» **EXERCISE BRIEF**:
Gather up every line from the entries below that uses the word "limit".
DATASET CONTENT: Begin
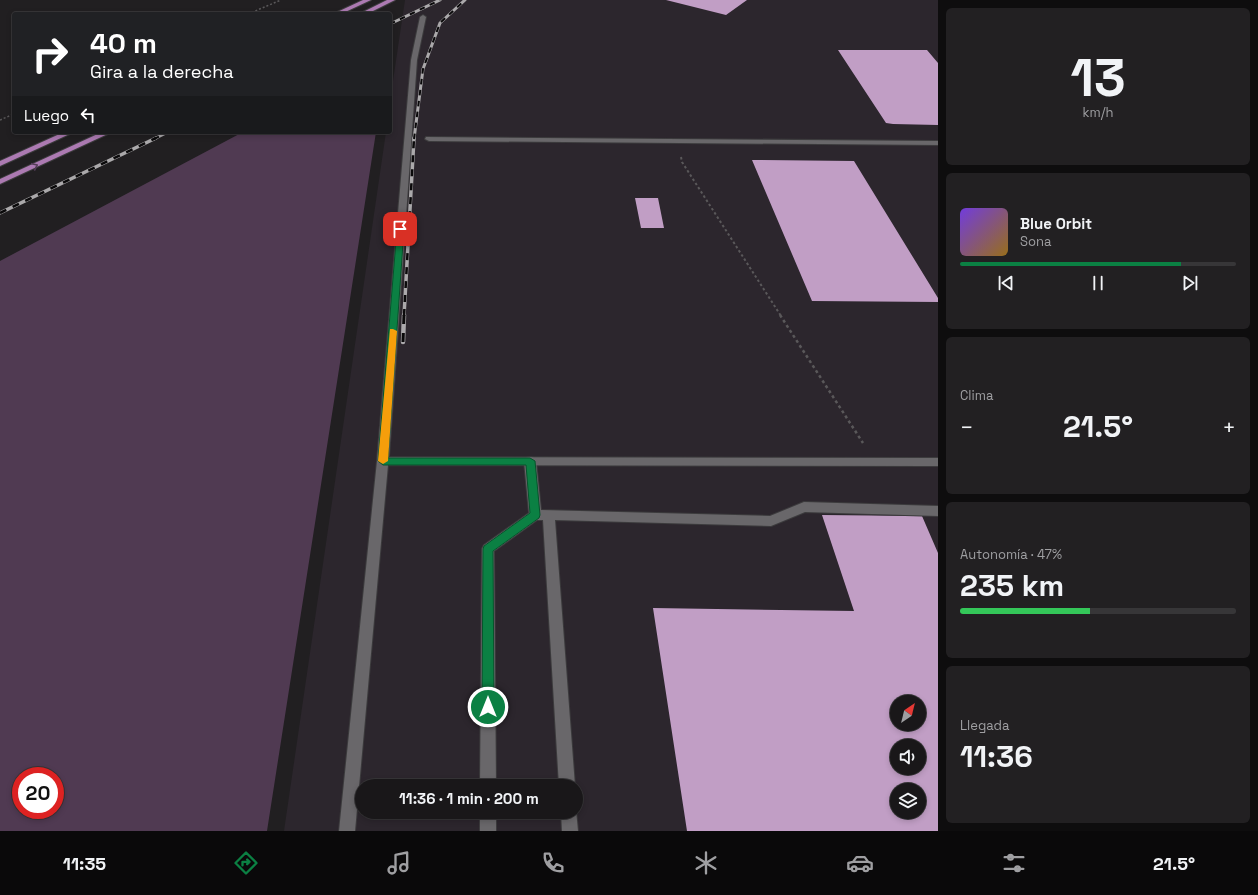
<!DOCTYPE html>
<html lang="es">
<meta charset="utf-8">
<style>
:root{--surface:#191719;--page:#222022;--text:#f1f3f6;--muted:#9f9fa2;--line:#373638;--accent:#0b8043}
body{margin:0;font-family:"Space Grotesk",sans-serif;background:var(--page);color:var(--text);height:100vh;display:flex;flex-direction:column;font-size:15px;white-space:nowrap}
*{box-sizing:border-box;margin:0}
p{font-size:13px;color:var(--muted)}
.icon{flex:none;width:22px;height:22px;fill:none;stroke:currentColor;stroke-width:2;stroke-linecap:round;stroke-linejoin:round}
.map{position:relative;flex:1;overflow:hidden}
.side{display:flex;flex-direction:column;gap:8px;padding:8px;background:#0e0d0e;width:320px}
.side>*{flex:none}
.hud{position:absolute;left:12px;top:12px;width:380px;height:122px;border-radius:4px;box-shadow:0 2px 6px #0003,0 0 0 1px var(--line);background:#202124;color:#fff;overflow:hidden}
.needle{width:26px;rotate:35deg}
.controls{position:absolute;left:890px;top:695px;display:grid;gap:8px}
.controls a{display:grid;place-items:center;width:36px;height:36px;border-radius:50%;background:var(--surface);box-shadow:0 2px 6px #0003,0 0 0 1px var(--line);font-size:20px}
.speed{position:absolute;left:12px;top:767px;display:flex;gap:8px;font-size:20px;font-weight:700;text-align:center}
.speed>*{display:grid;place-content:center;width:52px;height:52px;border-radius:50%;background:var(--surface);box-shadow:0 2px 6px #0003,0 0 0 1px var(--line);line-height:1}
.speed .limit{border:6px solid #d22;background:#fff;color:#111}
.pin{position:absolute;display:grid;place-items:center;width:34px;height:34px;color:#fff;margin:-17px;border-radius:8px;box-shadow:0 2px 6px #0006}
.me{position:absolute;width:44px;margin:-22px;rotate:0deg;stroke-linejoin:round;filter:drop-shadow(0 0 3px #0008)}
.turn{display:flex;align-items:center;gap:14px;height:84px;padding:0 12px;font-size:18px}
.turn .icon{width:52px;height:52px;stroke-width:2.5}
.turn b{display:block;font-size:28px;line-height:34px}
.then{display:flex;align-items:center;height:38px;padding:0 12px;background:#0003;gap:8px;font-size:15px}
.big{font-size:30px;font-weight:700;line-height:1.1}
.side .tile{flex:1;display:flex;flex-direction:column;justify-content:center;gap:6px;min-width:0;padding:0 14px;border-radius:6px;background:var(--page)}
.side .dial{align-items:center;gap:0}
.dial b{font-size:52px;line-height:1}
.song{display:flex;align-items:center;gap:12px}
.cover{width:48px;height:48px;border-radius:6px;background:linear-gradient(135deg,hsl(260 70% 55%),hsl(40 70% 35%))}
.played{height:4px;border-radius:2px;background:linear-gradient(90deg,var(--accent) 80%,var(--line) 80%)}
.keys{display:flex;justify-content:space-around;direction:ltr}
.heat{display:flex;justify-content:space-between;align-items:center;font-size:22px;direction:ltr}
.charge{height:6px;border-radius:3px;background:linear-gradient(90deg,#34c759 47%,var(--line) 0)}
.trip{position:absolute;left:355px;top:779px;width:228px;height:40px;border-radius:20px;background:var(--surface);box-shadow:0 2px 6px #0003,0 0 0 1px var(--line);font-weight:700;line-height:40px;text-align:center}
.dock{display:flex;height:64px;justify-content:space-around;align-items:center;background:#0a090a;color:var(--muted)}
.dock .icon{width:28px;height:28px}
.dock .selected{color:var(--accent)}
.dock b{font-size:18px;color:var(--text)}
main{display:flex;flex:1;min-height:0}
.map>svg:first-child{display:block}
.built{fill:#2c262d;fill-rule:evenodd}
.green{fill:#503a52;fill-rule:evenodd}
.building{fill:#c19ec5;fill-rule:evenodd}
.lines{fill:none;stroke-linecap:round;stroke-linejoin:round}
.service-casing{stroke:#3c3b3d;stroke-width:2}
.minor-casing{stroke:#3c3b3d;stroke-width:2}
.trunk-casing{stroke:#3c3b3d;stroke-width:2}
.path-far2{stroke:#5a585a;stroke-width:1.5;stroke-dasharray:2 2;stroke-linecap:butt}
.path-far1{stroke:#5a585a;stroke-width:2;stroke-dasharray:2.5 2.5;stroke-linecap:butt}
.path{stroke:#5a585a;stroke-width:2.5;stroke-dasharray:3 3;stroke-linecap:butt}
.service{fill:#69676a;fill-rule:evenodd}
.minor{fill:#69676a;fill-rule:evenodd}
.trunk{fill:#ac7ab2;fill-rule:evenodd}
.rail-far2-casing{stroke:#aba9ab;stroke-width:3}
.rail-far1-casing{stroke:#aba9ab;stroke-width:3.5}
.rail-casing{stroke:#aba9ab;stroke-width:4.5}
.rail-far2{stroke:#0a090a;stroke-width:2;stroke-dasharray:5.5;stroke-linecap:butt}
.rail-far1{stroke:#0a090a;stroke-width:2.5;stroke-dasharray:7;stroke-linecap:butt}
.rail{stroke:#0a090a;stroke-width:3;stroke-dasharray:9;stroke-linecap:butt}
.oneway{stroke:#533c56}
.route{fill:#0b8043;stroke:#07532c}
.slow{fill:#f59e0b}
</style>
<main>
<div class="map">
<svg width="938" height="831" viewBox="0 0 938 831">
<rect width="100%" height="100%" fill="#211f21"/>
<!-- built -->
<path class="built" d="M 405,0 L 938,0 L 938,831 L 284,831 L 386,132 L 390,132 L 390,101 ZM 897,702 L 919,702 L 919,724 L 897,724 ZM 897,746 L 919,746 L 919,768 L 897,768 ZM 362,786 L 576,786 L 576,812 L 362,812 ZM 897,790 L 919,790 L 919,812 L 897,812 Z"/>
<!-- green -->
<path class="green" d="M 243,132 L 376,132 L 267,831 L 0,831 L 0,261 ZM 21,776 L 55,776 L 55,810 L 21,810 Z"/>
<!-- building -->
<path class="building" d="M 666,0 L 747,0 L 726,15 Z
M 838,50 L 927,50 L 938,63 L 938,125 L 893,124 L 886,123 Z
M 752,160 L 854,161 L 938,298 L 938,302 L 812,301 Z
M 635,198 L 658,198 L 664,228 L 641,228 Z
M 822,515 L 922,516 L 938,553 L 938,831 L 687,831 L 653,608 L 854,611 ZM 897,702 L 919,702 L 919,724 L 897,724 ZM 897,746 L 919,746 L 919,768 L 897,768 ZM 897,790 L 919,790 L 919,812 L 897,812 Z"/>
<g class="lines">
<defs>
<path id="service" d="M 530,457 L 534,458 L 536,461 L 541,510 L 770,516 L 804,502 L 938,506 L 938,516 L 805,512 L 771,526 L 555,520 L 575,786 L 559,786 L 543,520 L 537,520 L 494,551 L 496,786 L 480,786 L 482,549 L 484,545 L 529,513 L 524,461 L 526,458 Z
M 576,810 L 578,831 L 562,831 L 561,812 L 576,812 Z
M 480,812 L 496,812 L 496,831 L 480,831 Z"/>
<path id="minor" d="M 423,15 L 426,17 L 417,60 L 389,457 L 938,458 L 938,466 L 388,465 L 355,831 L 339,831 L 377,461 L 411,60 L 420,17 Z
M 426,137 L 938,141 L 938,145 L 429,141 L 425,139 Z"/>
<path id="trunk" d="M 363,0 L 371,0 L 341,14 L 333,14 Z
M 387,0 L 395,0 L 367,14 L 359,14 Z
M 64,132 L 74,132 L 0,166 L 0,161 Z
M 102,132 L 112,132 L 0,184 L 0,179 Z"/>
</defs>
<!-- service casing -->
<use href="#service" class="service-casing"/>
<!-- minor casing -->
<use href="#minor" class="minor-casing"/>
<!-- trunk casing -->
<use href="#trunk" class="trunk-casing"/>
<!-- path-far2 -->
<path class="path-far2" d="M 248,14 L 281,0
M 0,120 L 14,114"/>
<!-- path-far1 -->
<path class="path-far1" d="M 681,157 L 682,162 L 781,316"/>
<!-- path -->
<path class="path" d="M 780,315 L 863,443"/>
<!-- service -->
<use href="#service" class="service"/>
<!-- minor -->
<use href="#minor" class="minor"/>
<!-- trunk -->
<use href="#trunk" class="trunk"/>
<defs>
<path id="rail-far2" d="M 390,24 L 440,0
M 154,139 L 168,132
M 414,139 L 423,69 L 440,23 L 465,0"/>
<path id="rail-far1" d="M 0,213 L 156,138
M 404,316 L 414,138"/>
<path id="rail" d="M 403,342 L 404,315"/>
</defs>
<!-- rail-far2 casing -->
<use href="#rail-far2" class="rail-far2-casing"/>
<!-- rail-far1 casing -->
<use href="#rail-far1" class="rail-far1-casing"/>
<!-- rail casing -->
<use href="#rail" class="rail-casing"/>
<!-- rail-far2 -->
<use href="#rail-far2" class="rail-far2"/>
<!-- rail-far1 -->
<use href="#rail-far1" class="rail-far1"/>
<!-- rail -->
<use href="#rail" class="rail"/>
</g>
<!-- one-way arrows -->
<defs><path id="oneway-chevron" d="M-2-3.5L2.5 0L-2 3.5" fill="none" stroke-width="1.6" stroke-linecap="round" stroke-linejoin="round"/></defs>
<use class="oneway" href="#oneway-chevron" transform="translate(35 166) rotate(-25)"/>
<!-- route -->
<path class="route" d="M 400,226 L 404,229 L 388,458 L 530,458 L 535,461 L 540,515 L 539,518 L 493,551 L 494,707 L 492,711 L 488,713 L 484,711 L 482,707 L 483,549 L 484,546 L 530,513 L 526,465 L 383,465 L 378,461 L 397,229 Z"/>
<!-- slow -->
<path class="slow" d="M 390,329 L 393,329 L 397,331 L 388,461 L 383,464 L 378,461 Z"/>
</svg>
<div class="controls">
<a><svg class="needle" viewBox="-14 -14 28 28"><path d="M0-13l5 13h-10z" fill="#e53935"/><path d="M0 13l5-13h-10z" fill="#9f9fa2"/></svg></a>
<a><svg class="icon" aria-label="sound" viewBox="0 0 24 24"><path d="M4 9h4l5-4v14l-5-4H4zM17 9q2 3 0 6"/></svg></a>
<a><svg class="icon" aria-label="layers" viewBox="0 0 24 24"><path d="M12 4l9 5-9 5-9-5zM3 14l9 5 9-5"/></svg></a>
</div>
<div class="speed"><div class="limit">20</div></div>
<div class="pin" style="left:400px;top:229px;background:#d93025"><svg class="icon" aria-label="arrive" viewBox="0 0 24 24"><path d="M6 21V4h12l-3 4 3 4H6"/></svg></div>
<svg class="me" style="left:488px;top:707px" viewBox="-20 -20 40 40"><circle r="17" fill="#0b8043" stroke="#fff" stroke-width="3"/><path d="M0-11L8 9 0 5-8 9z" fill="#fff"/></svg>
<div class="trip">11:36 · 1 min · 200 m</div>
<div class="hud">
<div class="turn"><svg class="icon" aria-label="right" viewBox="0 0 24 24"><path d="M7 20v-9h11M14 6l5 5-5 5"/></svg><div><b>40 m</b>Gira a la derecha</div></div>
<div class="then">Luego<svg class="icon" aria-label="left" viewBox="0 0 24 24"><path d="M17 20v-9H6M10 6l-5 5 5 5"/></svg></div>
</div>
</div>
<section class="side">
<div class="tile dial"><b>13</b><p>km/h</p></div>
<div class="tile">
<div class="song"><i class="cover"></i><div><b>Blue Orbit</b><p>Sona</p></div></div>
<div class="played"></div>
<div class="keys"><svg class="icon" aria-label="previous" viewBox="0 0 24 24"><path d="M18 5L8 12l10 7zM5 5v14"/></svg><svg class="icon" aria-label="pause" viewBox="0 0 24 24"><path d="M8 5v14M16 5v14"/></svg><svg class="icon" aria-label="next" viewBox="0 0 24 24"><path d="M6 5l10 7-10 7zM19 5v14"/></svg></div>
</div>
<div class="tile"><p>Clima</p>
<div class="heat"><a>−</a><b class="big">21.5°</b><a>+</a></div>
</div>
<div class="tile"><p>Autonomía · 47%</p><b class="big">235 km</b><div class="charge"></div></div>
<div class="tile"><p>Llegada</p><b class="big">11:36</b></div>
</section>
</main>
<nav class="dock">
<b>11:35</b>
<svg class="icon selected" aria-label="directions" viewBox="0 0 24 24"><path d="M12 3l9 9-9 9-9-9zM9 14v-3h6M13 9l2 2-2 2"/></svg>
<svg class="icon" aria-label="music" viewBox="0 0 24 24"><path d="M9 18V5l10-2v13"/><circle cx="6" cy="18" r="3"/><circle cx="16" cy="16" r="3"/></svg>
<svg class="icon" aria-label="phone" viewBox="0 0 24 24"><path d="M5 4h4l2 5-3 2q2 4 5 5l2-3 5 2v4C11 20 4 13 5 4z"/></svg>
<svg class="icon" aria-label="climate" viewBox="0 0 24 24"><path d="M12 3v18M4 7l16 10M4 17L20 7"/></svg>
<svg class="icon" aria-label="car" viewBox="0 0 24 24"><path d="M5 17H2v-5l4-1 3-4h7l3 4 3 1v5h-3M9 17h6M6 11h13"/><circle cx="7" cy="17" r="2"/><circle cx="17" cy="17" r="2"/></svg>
<svg class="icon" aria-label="filters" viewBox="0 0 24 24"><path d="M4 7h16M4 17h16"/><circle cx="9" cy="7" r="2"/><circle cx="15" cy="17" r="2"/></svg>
<b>21.5°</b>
</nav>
DATASET CONTENT: End
» **ANSWER TO THIS TASK**:
.speed .limit{border:6px solid #d22;background:#fff;color:#111}
<div class="speed"><div class="limit">20</div></div>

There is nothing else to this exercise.